🤖 AI Summary
This study investigates the capabilities of large vision-language models (VLMs) on core art-historical discrimination tasks—zero-shot classification of painting style, artist, and period—where semantic complexity and contextual dependency pose significant challenges. To address the lack of domain-specific evaluation resources, we introduce ArTest, the first authoritative, art-history-oriented benchmark encompassing canonical movements and representative artworks. We systematically evaluate four state-of-the-art VLMs—CLIP, LLaVA, OpenFlamingo, and GPT-4o—on two publicly available datasets, conducting cross-model zero-shot transfer analysis. Results reveal a substantial performance gap: current VLMs underperform markedly on art-style classification compared to natural-image benchmarks (−23.6% average accuracy), indicating severe limitations in modeling art-historical semantics—including stylistic evolution, authorial technique, and historical context. This work establishes the first systematic, art-history-guided VLM evaluation framework and empirical benchmark, providing foundational tools for developing domain-specialized vision-language models.
📝 Abstract
The emergence of large Vision-Language Models (VLMs) has recently established new baselines in image classification across multiple domains.
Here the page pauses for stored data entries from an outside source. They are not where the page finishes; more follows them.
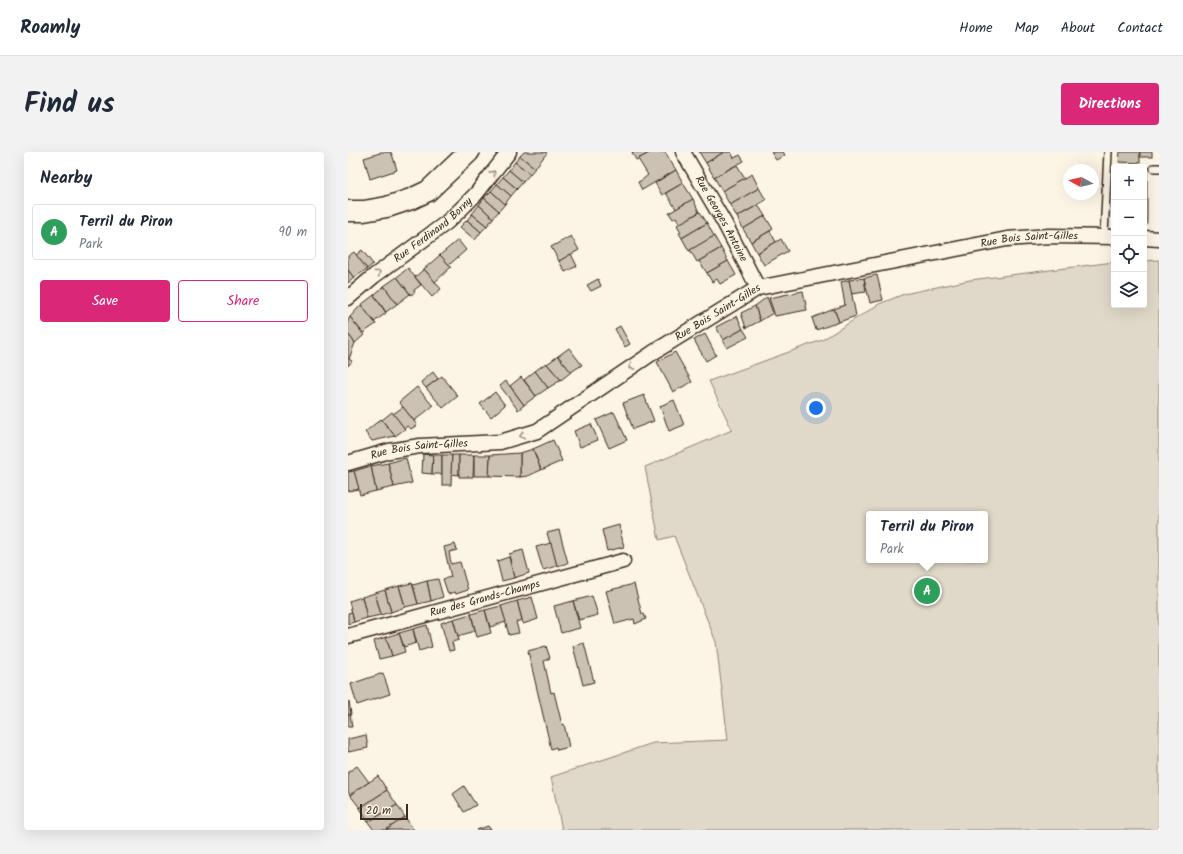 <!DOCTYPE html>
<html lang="en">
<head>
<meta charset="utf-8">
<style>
	:root { --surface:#fff; --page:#f2f2f3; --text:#1f2937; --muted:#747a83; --line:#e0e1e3; --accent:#db2777 }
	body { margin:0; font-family:Kalam,sans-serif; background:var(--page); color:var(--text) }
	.controls { position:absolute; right:12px; top:12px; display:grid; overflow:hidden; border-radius:4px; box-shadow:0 4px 16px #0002 }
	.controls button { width:36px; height:36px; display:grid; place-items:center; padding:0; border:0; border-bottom:1px solid var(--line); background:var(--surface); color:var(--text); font:20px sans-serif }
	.compass { position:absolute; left:715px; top:12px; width:36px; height:36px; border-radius:50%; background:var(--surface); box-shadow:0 4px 16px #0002; rotate:278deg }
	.scale { position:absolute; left:12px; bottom:10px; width:48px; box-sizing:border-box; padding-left:4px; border:2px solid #3b2a1e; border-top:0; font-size:11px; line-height:14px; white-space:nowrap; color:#3b2a1e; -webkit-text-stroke:3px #fcf5e5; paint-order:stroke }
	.you { position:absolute; left:468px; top:256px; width:14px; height:14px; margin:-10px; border:3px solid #fff; border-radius:50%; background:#1a73e8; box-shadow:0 0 0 6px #1a73e833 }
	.badge { display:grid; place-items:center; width:26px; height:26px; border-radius:50%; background:var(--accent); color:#fff; font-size:13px; font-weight:700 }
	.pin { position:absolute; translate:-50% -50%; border:2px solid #fff; box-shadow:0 1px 4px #0006 }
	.popup { position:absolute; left:518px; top:359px; width:122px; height:52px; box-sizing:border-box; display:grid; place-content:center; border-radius:4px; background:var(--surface); filter:drop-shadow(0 1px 3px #0005); font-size:13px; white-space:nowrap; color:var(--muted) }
	.popup b { font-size:15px; color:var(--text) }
	.popup::after { content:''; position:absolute; left:50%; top:100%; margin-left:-8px; border:8px solid transparent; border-top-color:var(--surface) }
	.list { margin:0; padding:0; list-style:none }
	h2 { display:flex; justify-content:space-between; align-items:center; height:52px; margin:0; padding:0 16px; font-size:17px }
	h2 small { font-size:13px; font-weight:400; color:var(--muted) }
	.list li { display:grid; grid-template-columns:26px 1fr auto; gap:12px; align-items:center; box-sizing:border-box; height:56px; margin:0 8px 8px; padding:0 8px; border:1px solid var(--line); border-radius:4px }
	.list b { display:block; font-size:15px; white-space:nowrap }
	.list p { margin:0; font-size:13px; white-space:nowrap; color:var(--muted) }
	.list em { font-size:13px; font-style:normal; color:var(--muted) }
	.actions { display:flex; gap:8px; padding:12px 16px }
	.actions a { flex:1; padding:9px 0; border:1px solid var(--accent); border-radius:4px; text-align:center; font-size:14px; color:var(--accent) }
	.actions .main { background:var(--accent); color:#fff }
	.icon { flex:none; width:22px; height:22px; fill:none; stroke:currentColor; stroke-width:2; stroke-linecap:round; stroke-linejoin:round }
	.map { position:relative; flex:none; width:811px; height:678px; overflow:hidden; border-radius:4px }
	header { display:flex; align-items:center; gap:24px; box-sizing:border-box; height:56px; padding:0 20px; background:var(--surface); border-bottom:1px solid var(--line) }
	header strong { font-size:19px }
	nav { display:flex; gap:22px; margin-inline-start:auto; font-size:14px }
	.intro { display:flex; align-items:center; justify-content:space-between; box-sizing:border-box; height:96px; padding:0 24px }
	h1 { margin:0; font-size:28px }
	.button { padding:10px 18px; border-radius:4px; background:var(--accent); color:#fff; font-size:14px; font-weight:700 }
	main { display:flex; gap:24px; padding:0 24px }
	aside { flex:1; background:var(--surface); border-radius:4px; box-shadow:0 4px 16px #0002 }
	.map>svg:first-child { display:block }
</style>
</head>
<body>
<header>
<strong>Roamly</strong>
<nav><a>Home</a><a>Map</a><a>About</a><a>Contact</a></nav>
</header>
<div class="intro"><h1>Find us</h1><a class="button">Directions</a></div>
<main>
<aside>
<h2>Nearby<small></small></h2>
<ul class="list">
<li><span class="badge" style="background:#2e9e5b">A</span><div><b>Terril du Piron</b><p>Park</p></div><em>90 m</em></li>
</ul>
<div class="actions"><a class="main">Save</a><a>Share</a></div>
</aside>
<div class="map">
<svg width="811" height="678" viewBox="0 0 811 678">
	<rect width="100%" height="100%" fill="#fcf5e5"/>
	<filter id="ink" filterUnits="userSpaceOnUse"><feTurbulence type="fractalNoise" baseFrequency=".025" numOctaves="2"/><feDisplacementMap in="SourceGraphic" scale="8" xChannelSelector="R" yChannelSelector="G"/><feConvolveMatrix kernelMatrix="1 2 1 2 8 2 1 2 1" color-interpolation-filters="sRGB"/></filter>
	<g filter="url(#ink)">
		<!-- green -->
		<path fill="#e0d8c8" stroke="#8e8173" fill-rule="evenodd" d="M811,108V678H214L203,625L305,591L380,588L368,490L326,384L311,388L297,315L384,278L361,229L474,188L531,152L556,142L622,128L766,110V153H796V109ZM521,362H637V408H521Z"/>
		<!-- building -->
		<g fill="#ccc2b3" stroke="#3b2a1e">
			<path d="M32,0H43V2H44L49,18L22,27L16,6L32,1Z"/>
			<path d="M176,0H197L199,1L187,16L172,4Z"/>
			<path d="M284,0H303L288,8Z"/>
			<path d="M303,0H317L328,18L294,38L290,30L294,28L300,23L290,7Z"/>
			<path d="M351,0H376L358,11Z"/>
			<path d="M376,0H383L386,6L392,3L396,9L366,25L358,11Z"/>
			<path d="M423,0H435L437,3L428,8Z"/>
			<path d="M772,0H792V11L771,10Z"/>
			<rect x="792" y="0" width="12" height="5"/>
			<path d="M172,4L187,16L182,22L167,10Z"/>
			<path d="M167,10L182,22L175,30L161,18Z"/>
			<path d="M389,13L397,26L374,39L366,25Z"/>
			<path d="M772,13L800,15L799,24H796V15H771Z"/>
			<path d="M161,18L175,30L169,37L155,25Z"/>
			<path d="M328,18L335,31L314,43L307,31Z"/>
			<path d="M404,22L411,36L382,53L374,39Z"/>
			<rect x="796" y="24" width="3" height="48"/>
			<path d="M155,25L169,37L163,44L149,32Z"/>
			<path d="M335,31L345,47L328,57L318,41Z"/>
			<path d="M149,32L163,44L157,52L143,39Z"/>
			<path d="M411,36L418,48L389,65L382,53Z"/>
			<path d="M143,39L157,52L151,59L136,46Z"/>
			<path d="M136,46L151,59L145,66L131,53Z"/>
			<path d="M345,47L351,60L332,72L328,65L325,67L321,61Z"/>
			<path d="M131,53L145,66L139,74L124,62Z"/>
			<path d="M410,53L417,64L395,77L389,65Z"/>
			<path d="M352,60L359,71L334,86L331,81L333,80L329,73Z"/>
			<path d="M124,62L139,74L133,80L119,68Z"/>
			<path d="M417,64L425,77L403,90L395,77Z"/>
			<path d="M119,68L133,80L127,88L112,75Z"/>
			<path d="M359,71L366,84L341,99L334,86Z"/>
			<path d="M422,79L428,90L409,101L403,90Z"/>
			<path d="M223,84L231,98L211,109L203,95Z"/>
			<path d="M366,84L373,96L349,110L342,98Z"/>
			<path d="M433,87L440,99L416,113L409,101Z"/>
			<path d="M110,88L118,98L101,113L92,103Z"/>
			<path d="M373,96L380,109L359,121L351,109Z"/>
			<path d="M14,98L25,112L19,117L8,103Z"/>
			<path d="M6,100L19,117L6,126L0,118V104Z"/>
			<path d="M223,102L229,114L217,120L211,109Z"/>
			<path d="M92,103L103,115L87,130L76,117Z"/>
			<path d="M380,109L388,123L372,132L369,127L364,130L359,121Z"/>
			<path d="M60,116L73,133L66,138L67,140L63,143L49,125Z"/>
			<path d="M76,117L93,137L84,145L67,125Z"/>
			<path d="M0,118L6,126L0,131Z"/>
			<path d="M529,123L535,148L522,151L516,126Z"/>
			<path d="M49,125L62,142L49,152L36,134Z"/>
			<path d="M516,126L518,140L503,142L501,128Z"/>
			<path d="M250,127L253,134L243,139L239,133Z"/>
			<path d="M501,128L508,164L491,170L486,157L497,153L493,130Z"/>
			<path d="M36,134L49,152L38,160L26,143Z"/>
			<path d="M455,139L459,158L427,164L421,146Z"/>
			<path d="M26,143L38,161L26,170L13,153Z"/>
			<path d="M419,145L425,161L412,169L407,154Z"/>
			<path d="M13,153L28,172L15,181L2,165Z"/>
			<path d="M407,154L412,169L398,176L393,161Z"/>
			<path d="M486,157L491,170L468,178L464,166Z"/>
			<path d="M389,164L395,177L375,188L368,175Z"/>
			<path d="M2,165L16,183L7,191L0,182V168Z"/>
			<path d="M272,174L282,192L277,195L267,177Z"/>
			<path d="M395,177L400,185L379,196L375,188Z"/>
			<path d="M0,182L7,191L1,207L4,209L0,214Z"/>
			<path d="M357,182L368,203L358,209L346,188Z"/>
			<path d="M221,196L234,213L223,220L210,204Z"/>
			<path d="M327,200L344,230L325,240L309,210Z"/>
			<path d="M210,204L223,220L213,228L199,212Z"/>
			<path d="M198,211L213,228L200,236L187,219Z"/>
			<path d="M187,219L200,236L188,244L176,228Z"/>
			<path d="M85,220L90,227L78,236L73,230Z"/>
			<path d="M94,224L110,244L95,256L78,236Z"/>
			<path d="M173,225L188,244L176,253L162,234Z"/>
			<path d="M158,229L176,253L170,258L152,234Z"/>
			<path d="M69,235L85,254L66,269L51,250Z"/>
			<path d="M147,240L157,253L143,265L132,252Z"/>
			<path d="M296,243L306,269L285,277L275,251Z"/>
			<path d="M326,248L336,273L321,279L312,254Z"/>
			<path d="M55,255L69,273L63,277L60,274L56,276L45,262Z"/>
			<path d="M44,260L57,277L47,284L34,268Z"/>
			<path d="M266,260L279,288L261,296L248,268Z"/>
			<path d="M33,267L47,284L24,289L17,280Z"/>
			<path d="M243,272L250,288L232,295L226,279Z"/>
			<path d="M205,288L214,309L193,318L185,297Z"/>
			<path d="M185,297L193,318L180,324L172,325V301Z"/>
			<path d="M172,301V325L141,324L142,303Z"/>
			<path d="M75,302L85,303L84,322L74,321Z"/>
			<path d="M85,303H94V322H84Z"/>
			<path d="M94,303H104L103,333H94Z"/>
			<path d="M104,303H111V323L103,322Z"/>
			<path d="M111,303H126L125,325H111Z"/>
			<path d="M126,303H142L141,324H126Z"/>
			<path d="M58,306L64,331L46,335L40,311Z"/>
			<path d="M40,311L46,335L28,339L23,314Z"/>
			<path d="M23,314L28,339L12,343L6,319Z"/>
			<path d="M6,319L11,337L0,339V320Z"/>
			<path d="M271,373L276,395L259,399L254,378Z"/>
			<path d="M211,378L220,411L209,414L199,381Z"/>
			<path d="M203,391L209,414L195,418L188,395Z"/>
			<path d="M107,392L109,398L101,400L103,412L112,410L120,438L108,442L107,440L100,442L95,427L103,425L96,395Z"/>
			<path d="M175,398L181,421L166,426L161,402Z"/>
			<path d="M161,405L166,426L154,429L149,409Z"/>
			<path d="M90,427L95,445L83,449L79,429Z"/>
			<path d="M79,429L83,449L70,452L65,433Z"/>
			<path d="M64,431L70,452L57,455L51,434Z"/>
			<path d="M286,432L294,462H296L298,467L287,472L286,467L267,472L258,439Z"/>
			<path d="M51,434L57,455L43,460L37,438Z"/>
			<path d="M37,438L43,460L33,463L27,441Z"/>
			<path d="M27,441L33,463L19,466L14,445Z"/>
			<path d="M244,444L250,463L231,468L225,449Z"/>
			<path d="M14,445L19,466L6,470L1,449Z"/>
			<path d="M184,445L190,467L175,472L169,449Z"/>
			<path d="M169,449L174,468L168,470L171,481L161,483L153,454Z"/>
			<path d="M225,449L232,476L213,481L206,454Z"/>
			<path d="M153,454L158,470L142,475L137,458Z"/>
			<path d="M137,458L143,481L129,485L123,462Z"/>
			<path d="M4,460L6,470L0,472V461Z"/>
			<path d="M123,462L127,479L110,484L105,467Z"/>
			<path d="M105,467L111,488L104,490L106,498L101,499L93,471Z"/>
			<path d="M79,473L84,495L71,499L65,477Z"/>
			<path d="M65,477L68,491L56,495L51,481Z"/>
			<path d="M51,481L57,500L44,504L38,485Z"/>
			<path d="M38,485L44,504L31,507L26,489Z"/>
			<path d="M236,491L246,530L235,533L225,494Z"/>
			<path d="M198,494L202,506L196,509L203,541L206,540L214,573L216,572L221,595L209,598L208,595L203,597L180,499Z"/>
			<path d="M35,521L42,542L9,553L3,532Z"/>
			<path d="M1,549L3,562L0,563V550Z"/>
			<path d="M2,562L4,575H0V563Z"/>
			<path d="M18,583L20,596L0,600V587Z"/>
			<path d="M9,614L21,630L2,643L0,639V620Z"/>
			<path d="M30,624L39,638L12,656L2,643Z"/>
			<path d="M116,634L128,653L116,660L105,642Z"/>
			<path d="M39,638L49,653L20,670L12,656Z"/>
			<path d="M49,653L57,665L38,678H26L20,670Z"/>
			<path d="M57,665L66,678H38Z"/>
			<path d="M140,674L143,678H129Z"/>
		</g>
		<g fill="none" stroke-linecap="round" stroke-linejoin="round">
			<!-- lane casing -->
			<g stroke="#3b2a1e" stroke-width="10">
				<g id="lane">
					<path d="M806,16H811"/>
					<path d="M756,84L760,0"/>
				</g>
			</g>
			<!-- street casing -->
			<g stroke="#3b2a1e" stroke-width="17">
				<g id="street">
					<path id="s1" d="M335,0L377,72L410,136"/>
					<path d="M796,86L811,87"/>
					<path id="s2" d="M0,146L26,124L98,71L111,59L128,42L161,0"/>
					<path id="s3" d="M0,311L41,299L72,294L152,290L189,279L306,200L410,136L659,87L701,84L766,85"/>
					<path id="s4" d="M0,484L275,409"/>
				</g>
			</g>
			<!-- secondary casing -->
			<g stroke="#3b2a1e" stroke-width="23">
				<path id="secondary" d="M0,59H16L39,55L63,47L80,39L121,0"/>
			</g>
			<!-- lane -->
			<use href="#lane" stroke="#fcf5e5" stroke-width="7"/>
			<!-- street -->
			<use href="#street" stroke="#fcf5e5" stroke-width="14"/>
			<!-- secondary -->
			<use href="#secondary" stroke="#fcf5e5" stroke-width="20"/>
		</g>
		<!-- one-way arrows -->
		<defs><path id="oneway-chevron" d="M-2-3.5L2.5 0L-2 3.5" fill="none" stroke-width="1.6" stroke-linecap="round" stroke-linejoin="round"/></defs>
		<g stroke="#9c9082">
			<use href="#oneway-chevron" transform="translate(145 21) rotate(-51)"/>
			<use href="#oneway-chevron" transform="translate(30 121) rotate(-37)"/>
			<use href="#oneway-chevron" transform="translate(283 215) rotate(147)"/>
			<use href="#oneway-chevron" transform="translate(174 284) rotate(163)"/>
		</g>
	</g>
	<g text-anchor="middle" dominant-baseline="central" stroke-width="3" stroke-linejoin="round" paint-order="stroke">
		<!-- street labels -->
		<g font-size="11" fill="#3b2a1e" stroke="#fcf5e5">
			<text stroke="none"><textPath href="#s1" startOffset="77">Rue Georges Antoine</textPath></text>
			<text stroke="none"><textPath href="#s2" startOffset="109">Rue Ferdinand Borny</textPath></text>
			<text stroke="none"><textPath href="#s3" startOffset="732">Rue Bois Saint-Gilles</textPath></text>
			<text stroke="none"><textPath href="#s3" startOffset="409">Rue Bois Saint-Gilles</textPath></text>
			<text stroke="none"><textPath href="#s3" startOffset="73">Rue Bois Saint-Gilles</textPath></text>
			<text stroke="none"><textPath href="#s4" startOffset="142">Rue des Grands-Champs</textPath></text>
		</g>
	</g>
</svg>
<div class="controls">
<button>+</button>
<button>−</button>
<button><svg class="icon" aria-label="locate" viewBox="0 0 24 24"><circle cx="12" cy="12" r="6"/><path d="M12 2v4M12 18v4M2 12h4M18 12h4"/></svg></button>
<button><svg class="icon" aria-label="layers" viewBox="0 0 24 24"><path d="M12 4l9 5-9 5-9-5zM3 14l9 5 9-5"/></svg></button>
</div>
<svg class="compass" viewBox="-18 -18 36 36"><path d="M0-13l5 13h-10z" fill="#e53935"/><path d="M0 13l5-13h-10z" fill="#747a83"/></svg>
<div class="scale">20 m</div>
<div class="you"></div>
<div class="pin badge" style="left:579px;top:439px;background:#2e9e5b">A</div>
<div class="popup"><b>Terril du Piron</b>Park</div>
</div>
</main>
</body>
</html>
However, the performance of VLMs in the specific task of artwork classification, particularly art style classification of paintings - a domain traditionally mastered by art historians - has not been explored yet. Artworks pose a unique challenge compared to natural images due to their inherently complex and diverse structures, characterized by variable compositions and styles. Art historians have long studied the unique aspects of artworks, with style prediction being a crucial component of their discipline. This paper investigates whether large VLMs, which integrate visual and textual data, can effectively predict the art historical attributes of paintings. We conduct an in-depth analysis of four VLMs, namely CLIP, LLaVA, OpenFlamingo, and GPT-4o, focusing on zero-shot classification of art style, author and time period using two public benchmarks of artworks. Additionally, we present ArTest, a well-curated test set of artworks, including pivotal paintings studied by art historians.